Among the birds, are the ibis and the Egyptian hawk, which, like the cat, is more tame than those elsewhere. The nycticorax is here peculiar in its character; for with us it is as large as an eagle, and its cry is harsh; but in Egypt it is the size of a jay, and has a different note. The tamest animal, however, is the ibis; it resembles a stork in shape and size. There are two kinds, which differ in colour; one is like a stork, the other is entirely black. Every street in Alexandreia is full of them. In some respects they are useful; in others troublesome. They are useful, because they pick up all sorts of small animals and the offal thrown out of the butchers' and cooks' shops. They are troublesome, because they devour everything, are dirty, and with difficulty prevented from polluting in every way what is clean and what is not given to them.

1 Above, c. i. § 15.

2 The sturgeon.

3 Cyprinus bynni.

4 Perea Nilotica. Cuvier, Histoire Naturelle des Poissons, xii. 5.

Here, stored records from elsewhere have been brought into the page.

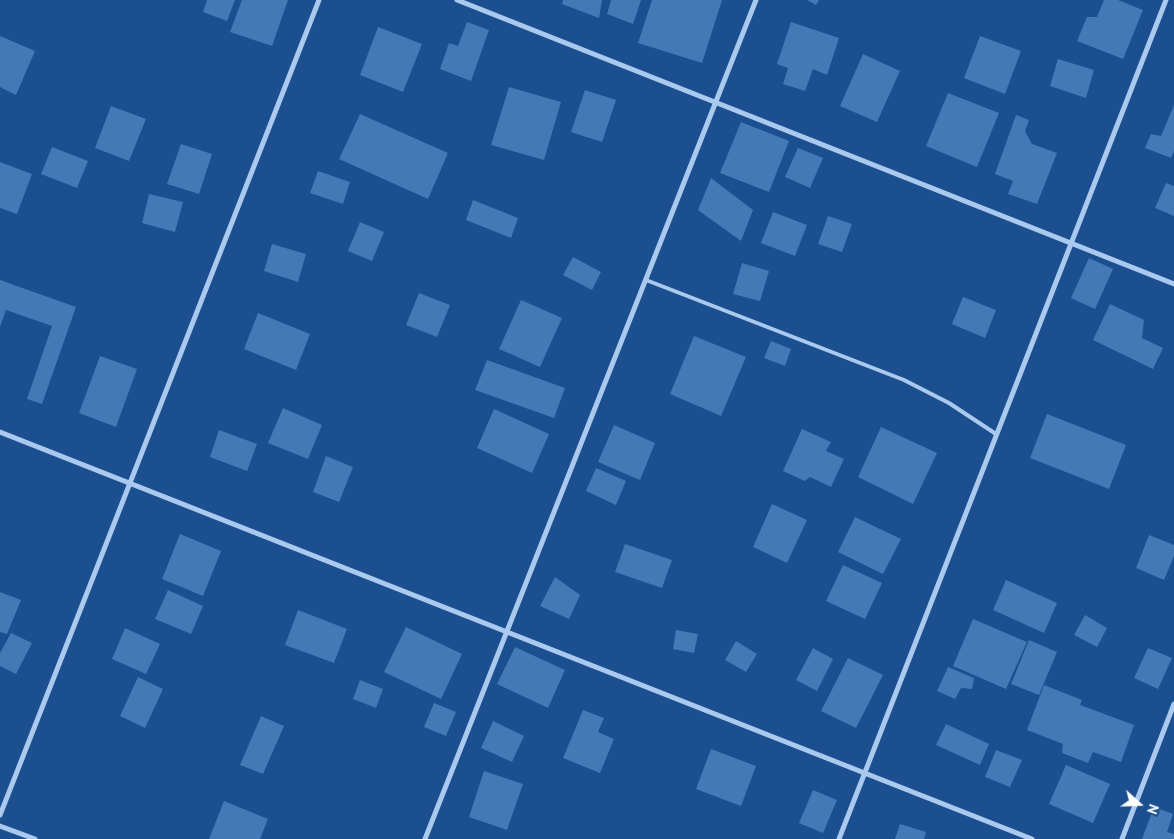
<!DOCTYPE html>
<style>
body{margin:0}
#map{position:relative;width:1174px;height:839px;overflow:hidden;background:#1b4f8f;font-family:"PT Sans",sans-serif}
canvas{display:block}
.north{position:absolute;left:1114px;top:779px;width:50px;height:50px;-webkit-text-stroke:4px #1b4f8f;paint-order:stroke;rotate:110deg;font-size:14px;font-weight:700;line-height:20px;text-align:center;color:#fff}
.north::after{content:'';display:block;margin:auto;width:18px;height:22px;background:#fff;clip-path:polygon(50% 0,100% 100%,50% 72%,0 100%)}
</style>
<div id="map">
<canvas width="1174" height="839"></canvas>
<div class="north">N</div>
</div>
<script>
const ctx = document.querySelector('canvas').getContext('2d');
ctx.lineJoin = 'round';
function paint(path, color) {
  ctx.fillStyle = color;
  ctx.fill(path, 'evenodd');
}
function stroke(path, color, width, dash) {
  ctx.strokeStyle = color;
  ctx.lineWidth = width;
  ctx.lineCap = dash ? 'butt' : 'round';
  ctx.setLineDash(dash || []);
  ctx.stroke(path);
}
paint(new Path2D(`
 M207,0H235L227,21L203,12Z
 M242,0H288L272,46L230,32Z
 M563,0H602L599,18L562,4Z
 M611,0H641L633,24L607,14Z
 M652,0H722L702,63L638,43Z
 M807,0H819L816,5Z
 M1104,0H1118L1143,10L1123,59L1077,41L1087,17H1097Z
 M467,22L489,30L471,81L440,69L449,43L458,46Z
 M791,22L839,38L827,75L813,69L805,91L783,84L788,68L777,64Z
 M378,27L422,44L403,92L360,75Z
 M0,36L35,51L16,95L0,87Z
 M980,36L1021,51L1005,94L964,78Z
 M863,54L900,71L877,122L840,106Z
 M1058,59L1094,70L1086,98L1050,86Z
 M509,87L561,102L544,160L491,145Z
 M585,90L616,100L602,142L571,132Z
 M948,93L999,113L977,167L926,146Z
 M1174,105V151L1171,158L1145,148L1151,134L1161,136Z
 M111,106L146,119L129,161L95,148Z
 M360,114L448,153L428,199L339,159Z
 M1016,115L1029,120L1025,131L1032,144L1057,153L1037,204L1008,194L1013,181L995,174Z
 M741,122L789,141L769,192L720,173Z
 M181,144L212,154L199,194L167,184Z
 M52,147L88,161L77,188L41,174Z
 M798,148L823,158L810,188L785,177Z
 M0,162L32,174L17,214L0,208Z
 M318,171L350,182L343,204L310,193Z
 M711,178L753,210L741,241L698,210Z
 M1166,183L1174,186V216L1155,208Z
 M149,194L183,202L175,232L142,223Z
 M473,200L518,218L511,238L466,220Z
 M773,212L807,225L795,256L761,243Z
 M828,216L852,224L842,252L818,244Z
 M360,222L384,232L372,261L348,251Z
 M272,244L306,254L298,282L264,271Z
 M573,257L601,272L592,290L563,275Z
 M1089,258L1113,269L1095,309L1071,298Z
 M742,263L769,271L760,301L733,294Z
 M0,280L76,307L42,404L27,399L52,326L6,310L0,327Z
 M419,293L450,305L437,337L406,325Z
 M963,297L996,310L985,338L952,324Z
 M521,300L562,318L540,367L499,349Z
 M1110,304L1144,320L1142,338L1163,348L1153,369L1093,340Z
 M258,313L310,334L296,370L244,349Z
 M694,336L746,357L721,416L670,394Z
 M771,341L791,349L785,366L764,358Z
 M100,356L137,369L116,427L79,413Z
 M487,360L565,388L554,418L475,390Z
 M283,408L322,425L308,459L268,443Z
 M494,409L549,434L532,473L477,448Z
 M1047,414L1126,445L1109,489L1030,458Z
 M614,425L655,443L640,480L598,462Z
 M881,427L937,453L913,504L858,477Z
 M802,429L831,442L826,451L844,459L831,487L810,477L805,481L783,471Z
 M219,430L257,444L247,471L210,457Z
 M326,456L353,467L339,502L313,492Z
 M596,468L626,481L616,505L586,491Z
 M772,504L807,520L787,563L753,547Z
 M855,517L901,539L883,574L838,552Z
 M180,534L221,551L203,596L162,579Z
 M1149,535L1174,545V556L1164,580L1136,568Z
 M625,544L672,560L662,588L615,572Z
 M843,565L882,583L865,619L826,601Z
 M555,577L580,595L569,619L540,606Z
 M1006,580L1057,603L1044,633L993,610Z
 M168,590L203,606L191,634L155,619Z
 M0,592L21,600L7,634L0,632Z
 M298,610L347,629L334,663L285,645Z
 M1085,615L1107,628L1097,647L1074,635Z
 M973,619L1027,642L1006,689L953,666Z
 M406,627L462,654L441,699L384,672Z
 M125,628L160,644L146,674L112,659Z
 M676,630L698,634L694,653L673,649Z
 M11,633L32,643L16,674L0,666V653Z
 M1029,640L1057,652L1039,695L1011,684Z
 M736,641L757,654L746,672L725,660Z
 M515,647L565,670L548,708L497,684Z
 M813,648L833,659L817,691L796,680Z
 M1148,648L1172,658L1158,689L1134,678Z
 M848,658L883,675L856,728L821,711Z
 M948,667L974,678L972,689L961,688L955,699L937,691Z
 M138,677L163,689L145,728L120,716Z
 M360,680L383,689L376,708L353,699Z
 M1044,685L1082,700L1080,705L1134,725L1121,762L1093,752L1088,763L1062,753L1063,744L1027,730Z
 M434,703L456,712L446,736L424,727Z
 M583,710L604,718L598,732L614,739L600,773L563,758Z
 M261,716L284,726L263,774L240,765Z
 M493,721L524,736L512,762L481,748Z
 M946,724L989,744L980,765L936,745Z
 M711,749L756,766L741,806L696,789Z
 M996,750L1022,760L1010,787L985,777Z
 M1066,765L1110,784L1093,823L1049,804Z
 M484,771L523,784L507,830L469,817Z
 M813,790L837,800L823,833L799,823Z
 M224,801L268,819L260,839H209Z
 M1154,807L1173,814L1167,832L1174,834V839H1142Z
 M900,824L926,832L924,839H895Z`), '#4478b7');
stroke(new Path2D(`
 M646,280L904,380L949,403L996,434`), '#a9c9ee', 4);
stroke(new Path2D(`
 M457,0L1174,284
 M0,432L1032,839
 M0,815L319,0
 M0,826L35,839
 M425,839L756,0
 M839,839L1166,0
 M1122,839L1174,704`), '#a9c9ee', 5);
</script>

5 Silurus anguillaris. Linn.

6 Pliny, xxxii. 5. Coracini pisces Nilo quidem peculiares sunt. Athenæus, b. vii. c. 83, p. 484. Bohn's Classical Library.

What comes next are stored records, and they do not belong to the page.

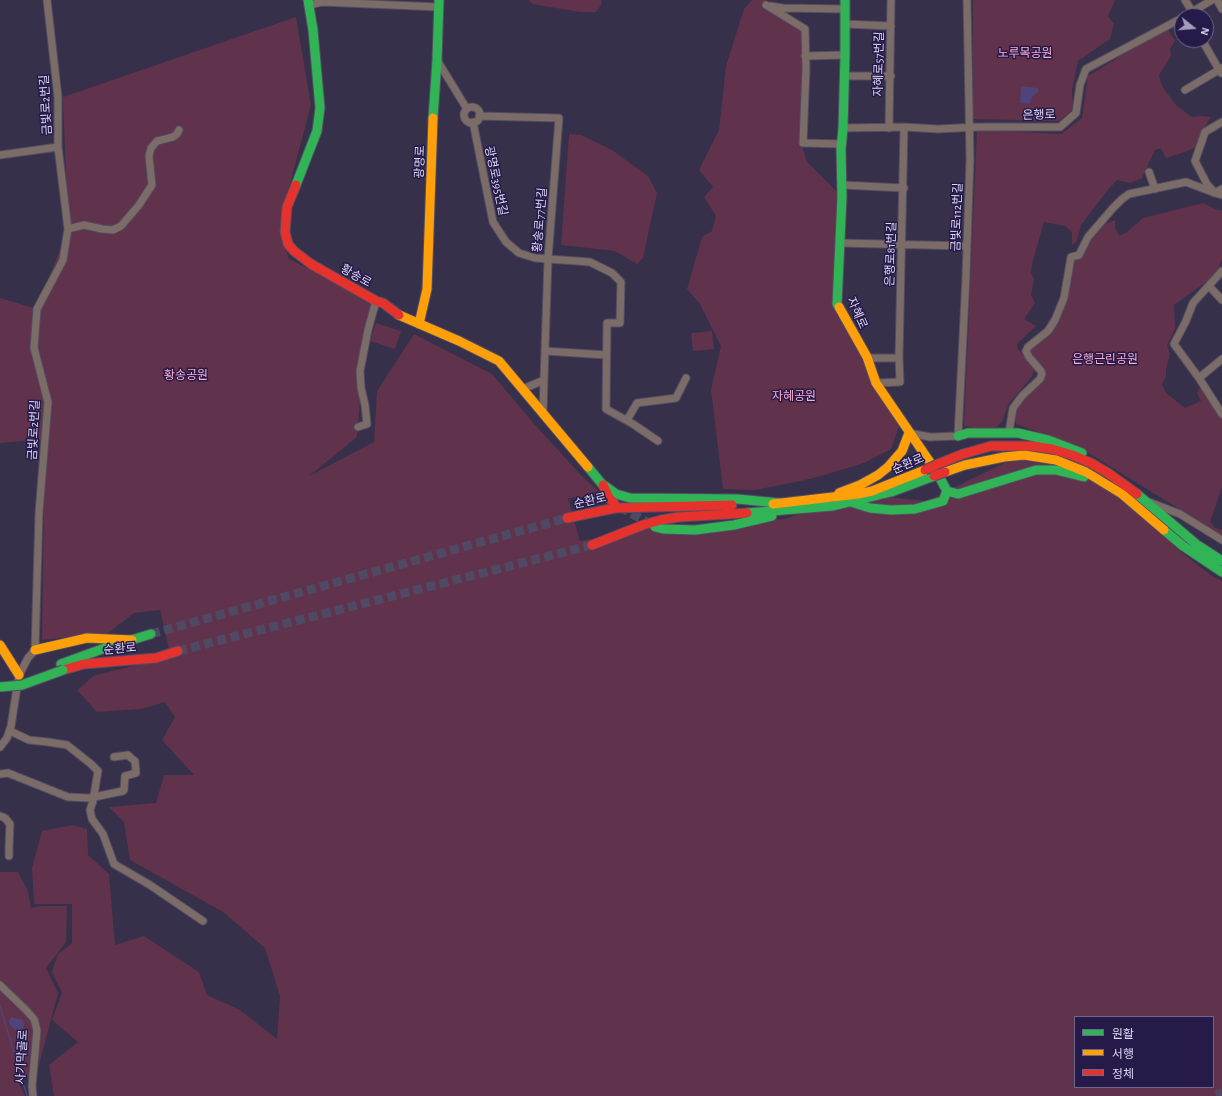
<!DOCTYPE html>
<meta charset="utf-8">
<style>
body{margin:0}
#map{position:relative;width:1222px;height:1096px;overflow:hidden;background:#36304a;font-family:"Alegreya Sans","Noto Sans KR",sans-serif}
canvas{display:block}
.legend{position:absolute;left:1074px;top:1016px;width:140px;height:72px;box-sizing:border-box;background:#261a48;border:1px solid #6f668e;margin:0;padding:5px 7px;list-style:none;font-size:12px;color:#ddd9f7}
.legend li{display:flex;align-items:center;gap:8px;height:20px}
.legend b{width:20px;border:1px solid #6f668e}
.north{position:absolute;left:1174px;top:8px;width:40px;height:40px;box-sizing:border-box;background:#261a48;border:1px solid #6f668e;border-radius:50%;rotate:107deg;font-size:11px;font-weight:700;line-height:16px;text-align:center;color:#ddd9f7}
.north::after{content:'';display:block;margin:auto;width:14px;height:18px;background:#a39eba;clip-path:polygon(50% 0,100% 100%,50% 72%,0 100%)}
</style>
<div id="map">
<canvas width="1222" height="1096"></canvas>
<ul class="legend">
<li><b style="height:5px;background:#30b455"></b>원활</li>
<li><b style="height:5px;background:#ff9f0a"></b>서행</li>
<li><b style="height:5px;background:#e5322d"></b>정체</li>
</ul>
<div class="north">N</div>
</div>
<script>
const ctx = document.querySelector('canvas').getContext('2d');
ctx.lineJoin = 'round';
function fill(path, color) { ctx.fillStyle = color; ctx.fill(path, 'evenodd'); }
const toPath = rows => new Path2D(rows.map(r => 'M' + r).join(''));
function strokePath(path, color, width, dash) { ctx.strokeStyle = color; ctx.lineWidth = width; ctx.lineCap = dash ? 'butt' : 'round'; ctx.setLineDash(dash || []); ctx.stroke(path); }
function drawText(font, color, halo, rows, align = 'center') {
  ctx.font = font + ' "Alegreya Sans","Noto Sans KR",sans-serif'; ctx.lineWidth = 3; ctx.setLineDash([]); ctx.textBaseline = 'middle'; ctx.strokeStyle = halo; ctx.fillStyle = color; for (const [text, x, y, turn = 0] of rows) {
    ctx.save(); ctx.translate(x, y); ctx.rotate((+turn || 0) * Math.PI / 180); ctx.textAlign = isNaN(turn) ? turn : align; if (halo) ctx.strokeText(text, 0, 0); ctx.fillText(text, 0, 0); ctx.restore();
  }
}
fill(toPath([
 [529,0,602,0,601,5,596,12,580,12,532,4],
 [752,0,765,0,765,6,805,29,803,149,807,162,842,197,837,304,901,421,891,449,864,463,814,478,786,484,755,490,723,489,711,390,721,346,700,304,687,289,702,237,712,231,716,216,704,197,713,187,699,170,719,130,726,66,744,9],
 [973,0,1115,0,1108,16,1114,24,1110,39,1078,61,1072,90,1073,109,1059,121,973,119],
 [296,17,311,105,283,210,282,237,289,259,376,301,363,366,357,437,309,476,374,442,377,391,414,334,492,374,537,427,582,476,603,496,568,498,580,541,665,526,785,519,855,494,927,501,1012,459,1047,458,1082,468,1154,526,1176,548,1212,576,1222,581,1222,1096,54,1096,49,1065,78,1042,52,1020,62,992,52,972,58,954,72,943,72,904,34,904,32,868,42,831,73,825,87,829,88,855,109,874,115,945,144,936,199,972,207,995,240,1010,277,1039,280,996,265,948,223,912,130,860,124,822,109,807,156,803,164,775,194,775,162,740,175,717,165,702,141,709,97,712,77,690,95,675,171,657,160,610,134,613,108,633,42,640,45,439,0,443,0,298,37,309,68,229,63,97],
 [1075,1017,1213,1017,1213,1087,1075,1087],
 [1167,28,1175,41,1170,49,1171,56,1159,75,1162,86,1176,105,1192,117,1201,116,1211,117,1199,136,1203,144,1185,152,1166,158,1161,148,1155,150,1142,178,1130,183,1117,180,1107,191,1081,225,1077,241,1072,245,1072,232,1065,226,1044,222,1032,264,1031,273,1034,279,1031,295,1035,303,1024,319,1036,326,1017,344,1018,349,1035,369,1031,378,1009,403,1003,420,998,426,990,430,964,426,977,130,1061,134,1082,118,1088,76],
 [569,134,581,135,612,150,648,176,657,193,643,258,637,264,615,251,561,245],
 [1203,203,1215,209,1222,211,1222,259,1216,275,1174,305,1175,329,1167,345,1170,354,1166,370,1166,377,1162,384,1166,393,1185,408,1201,401,1197,393,1201,386,1222,417,1222,487,1210,522,1215,528,1222,530,1222,534,1220,534,1090,454,1075,446,1016,424,1013,410,1043,375,1044,368,1037,363,1029,347,1060,317,1063,298,1071,278,1073,255,1079,254,1091,230,1115,220,1115,228,1119,236,1127,232,1143,218],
 [376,323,401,331,395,349,370,341],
 [712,331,714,349,693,351,691,333],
 [0,872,18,872,28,891,31,908,41,906,67,906,66,942,46,968,58,993,36,1076,17,1080,25,1096,0,1096]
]), '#60324b');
fill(toPath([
 [1021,86,1038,88,1038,92,1032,97,1030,104,1020,103],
 [11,1017,23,1020,24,1026,22,1031,18,1031,13,1028,9,1023,9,1020]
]), '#4f437b');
strokePath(toPath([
 [0,1006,27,1096]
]), '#4f437b', 1.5);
strokePath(toPath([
 [620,507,654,526],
 [151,634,567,518],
 [178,651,592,545]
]), '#4f4964', 9, [9, 4.5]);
strokePath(toPath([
 [1216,1096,1222,1095]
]), '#4f4964', 12, [12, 6]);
const street = toPath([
 [1185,0,1192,11],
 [1217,0,1222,9],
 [310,5,322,2,439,7],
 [766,5,805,29,806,69,803,143,842,144],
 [770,6,783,8,845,9],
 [1185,16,1212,0],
 [845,24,891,26],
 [1202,40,1221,73],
 [805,56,845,55],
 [437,60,467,109],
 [844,76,891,76],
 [1185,90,1222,68],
 '464 115a8 8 0 1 1 16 0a8 8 0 1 1-16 0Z',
 [479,116,559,118,548,259,544,380,523,389],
 [473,122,493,222,506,242,519,253,535,258,590,262,612,273,621,282,620,323,607,323,606,409,633,424,658,441],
 [1222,122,1205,132,1195,161,1207,184,1215,193,1222,189],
 [843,128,904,127,938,129,978,127,1060,127,1076,113,1080,85,1086,69,1182,18],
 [889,128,891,0],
 [0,155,58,147],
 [1149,172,1155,189],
 [842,185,904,188],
 [68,229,84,225,102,229,113,230,121,226,139,205,152,185,149,156,151,148,157,141,173,137,177,134,179,130],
 [840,243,967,246],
 [1209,286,1222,300],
 [545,351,606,355],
 [867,357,869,358,899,358],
 [1222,359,1199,378,1222,414],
 [1199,378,1174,344,1186,321,1193,303,1222,271],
 [876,383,900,382,899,358,904,127],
 [543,413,544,380],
 [627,420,637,403,676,398,686,378],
 [358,427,367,424,365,405,361,388,360,371,368,330,376,301],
 [1009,432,1013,408,1022,396,1040,379,1042,374,1041,371,1029,357,1026,351,1028,347,1048,331,1055,320,1064,298,1071,257,1079,255,1088,237,1113,208,1122,199,1129,194,1186,182,1215,193,1222,195],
 [909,433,930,437,958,436,966,277,970,159,967,0],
 [1149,502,1180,514,1222,540],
 [10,731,29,740,48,742,67,745,91,764,98,771,93,801,90,810,92,819,103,834,114,864,150,885,203,921],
 [0,747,7,738,11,726,19,675,28,658,35,650,39,513,48,402,34,348,37,309,63,260,68,229,58,147,58,97,47,0],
 [0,774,8,773,68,797,89,798,123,791,124,790,125,776,136,773,135,761,131,758,128,755,114,757],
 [0,816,5,818,10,824,9,847,9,856],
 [0,985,26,1010,34,1019,37,1030,32,1086,33,1096]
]);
const fast = toPath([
 [433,118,437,60,439,0],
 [296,185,317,131,320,108,313,30,308,0],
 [839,307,837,304,842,197,841,149,843,128,845,55,845,0],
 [958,436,968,433,1018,433,1048,440,1082,453],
 [588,467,602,484,616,494,630,498,737,499,779,503],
 [947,491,958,494,1036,470,1056,470,1084,477],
 [1137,494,1196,544,1222,561],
 [851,502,870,508,891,510,915,509,943,501,947,491,936,471],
 [747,513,833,506,891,492,934,476],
 [655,527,663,529,695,530,734,525,772,516],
 [1164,530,1183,546,1222,572],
 [61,664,105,648,151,634]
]);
const slow = toPath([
 [839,307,867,357,876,383,936,471],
 [399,315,459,341,499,361,588,467],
 [419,324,427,289,433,118],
 [945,472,965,465,1004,457,1024,455,1056,460,1086,472,1122,494,1164,530],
 [839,493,860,485,878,475,888,467,902,451,909,433],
 [773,504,858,494,872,491,925,470],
 [0,645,19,675],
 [35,650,87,638,132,640]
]);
const jam = toPath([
 [296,185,287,207,285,232,288,244,294,251,311,264,376,301,383,303,399,315],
 [938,464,963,454,991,446,1031,446,1052,449,1072,455,1091,463,1108,473,1137,494],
 [603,485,609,498,614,503],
 [567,518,615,508,732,505],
 [592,545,643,525,661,520,679,517,747,513],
 [63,670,84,664,156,658,178,651]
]);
strokePath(street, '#524d63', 9);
strokePath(fast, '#524d63', 11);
strokePath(slow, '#524d63', 11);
strokePath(jam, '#524d63', 11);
strokePath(street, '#7b6c68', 7);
strokePath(fast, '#30b455', 9);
strokePath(slow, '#ff9f0a', 9);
strokePath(jam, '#e5322d', 9);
const fastBridge = toPath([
 [0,687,22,685,63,670]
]);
const jamBridge = toPath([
 [925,470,938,464],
 [934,476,945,472]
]);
strokePath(fastBridge, '#524d63', 11, []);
strokePath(jamBridge, '#524d63', 11, []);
strokePath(fastBridge, '#30b455', 9);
strokePath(jamBridge, '#e5322d', 9);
drawText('12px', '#fdafd1', '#261a48', [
 ["노루목공원",1025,53],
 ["은행근린공원",1105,359],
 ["황송공원",186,375],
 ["자혜공원",794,396]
]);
drawText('12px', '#ddd9f7', '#261a48', [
 ["자혜로57번길",879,64,-89],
 ["금빛로2번길",46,105,-93],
 ["은행로",1039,115,-1],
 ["광명로",420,162,-88],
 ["광명로395번길",496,181,78],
 ["금빛로112번길",957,217,-88],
 ["황송로77번길",540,220,-85],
 ["은행로81번길",891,254,-88],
 ["황송로",356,276,29],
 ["자혜로",857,313,66],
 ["금빛로2번길",34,430,-87],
 ["순환로",908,464,-23],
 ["순환로",590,501,-13],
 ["순환로",120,649,-5],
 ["사기막골로",22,1057,-87]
]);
</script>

7 Called by the Arabs gamor-el-Lelleh, or star of the night. Cuvier.

8 The shad.

9 The mullet.

10 About six feet. Nicander is the author of two Greek poems that are still extant, and of several others that have been lost. He may be supposed to have been in reputation for about fifty years, cir. B. C. 185—135. The longest of his poems that remains is named Theriaca. It treats (as the name implies) of venomous animals, and the wounds inflicted by them, and contains some curious and interesting zoological passages, together with numerous absurd fables. The other treats of poisons and their antidotes. His works are only consulted by those who are interested in points of zoological and medical antiquities. He is frequently quoted by Athenæus. See Smith's Dict. of Greek and Roman Biography, art. Nicander.